Von Tänzen und Leidenschaften

Beim diesjährigen Sommernachtskonzert der Wiener Philharmoniker debütieren sowohl Tugan Sokhiev als auch Piotr Beczała und die Wiener Sängerknaben in einem ausgesprochen vielgestaltigen Programm aus Werken von der Mitte des 19. bis ins frühe 20. Jahrhundert. Dirigent wie Solist verbindet mit den Wiener Philharmonikern bereits eine lange Zusammenarbeit seit 2009 beziehungsweise 1996.

Aus traurigem Anlass steht am Beginn des Konzerts das Air aus der Orchestersuite Nr. 3 in D-Dur von Johann Sebastian Bach. „Musik spricht auch dort, wo Worte versagen. Aus unserer tiefen Bestürzung heraus werden wir dem Sommernachtskonzert das Air von Johann Sebastian Bach voranstellen. Wir sind in Gedanken bei den Hinterbliebenen und Freunden“, so der Vorstand der Wiener Philharmoniker Daniel Froschauer. Nach einer Amoktat an einer Schule in Graz mit elf Todesopfern drei Tage vor dem Konzert steht Österreich im Zeichen einer Staatstrauer.
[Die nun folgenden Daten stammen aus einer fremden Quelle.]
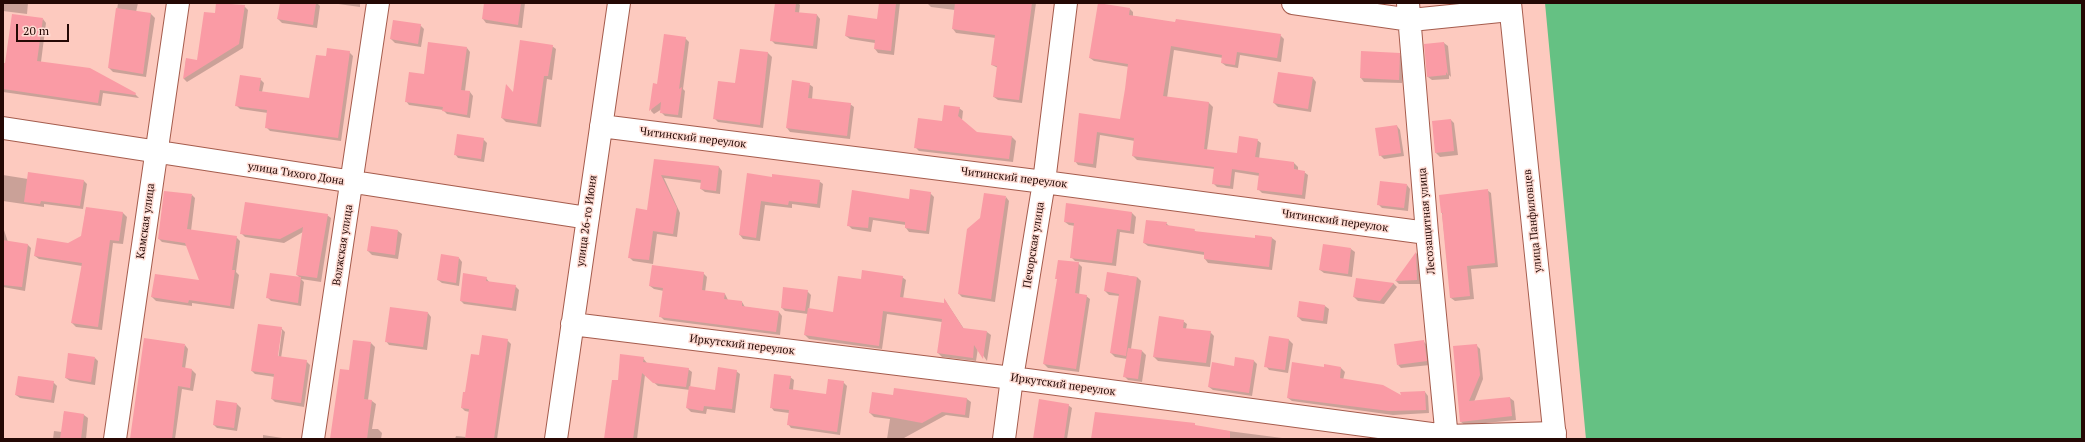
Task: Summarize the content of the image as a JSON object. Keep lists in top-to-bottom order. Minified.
{"streets":{"street":["Читинский переулок","улица Тихого Дона","Камская улица","улица 26-го Июня","Лесозащитная улица","улица Панфиловцев","Волжская улица","Печорская улица","Иркутский переулок"]},"crossings":[["Читинский переулок","улица 26-го Июня"],["Читинский переулок","Лесозащитная улица"],["Читинский переулок","Печорская улица"],["улица Тихого Дона","Камская улица"],["улица Тихого Дона","улица 26-го Июня"],["улица Тихого Дона","Волжская улица"],["улица 26-го Июня","Иркутский переулок"],["Лесозащитная улица","Иркутский переулок"],["улица Панфиловцев","Иркутский переулок"],["Печорская улица","Иркутский переулок"]],"scale_bar":"20 m"}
Jacques Offenbach versuchte, in Wien nicht nur mit seinen Operetten, sondern auch als Opernkomponist zu reüssieren. Von der Hofoper erhielt er den Kompositionsauftrag zu Die Rheinnixen – eine Mischung aus romantischer Historien- und Feenoper mit Reverenz an die französische Grand Opéra, die während des südwestdeutschen Ritterkriegs im 16. Jahrhundert spielt. Nach der 1864 von den damaligen Wiener Philharmonikern in ihrer zweiten Gestalt als Opernorchester gespielten Uraufführungs- und Wiederaufnahmeserie hielt sich das Werk, unter anderem wegen Sängerproblemen, jedoch nicht länger im Repertoire. Zudem verübelte Richard Wagner Offenbach sein Hofoperndebüt, hatte die Direktion doch, auch um Platz im Spielplan zu schaffen, nach Dutzenden Proben die Wiener Uraufführung von Tristan und Isolde aufgegeben. Dass Wagner mittlerweile auch seine Rheingold-Partitur in der Schublade hatte, gab dem Feuilleton reichhaltig Gelegenheit zum Spott über Offenbachs Versuch, mit seinen Nixen »reines Gold« zu verdienen, während Wagner in Wien »rein nix« werden zu können schien. Die Melodie des Elfenchors aus dem Dritten Akt durchzieht die Rheinnixen bereits von der Ouvertüre an: Offenbach arbeitete mit Erinnerungsmotiven, seiner Variante von Wagners Leitmotiven. An diesen Chor erinnerte er sich auch in seiner letzten Oper Les Contes d’Hoffmann, wo sich der rheinische Elfengesang zur venezianischen Barkarole verwandelt.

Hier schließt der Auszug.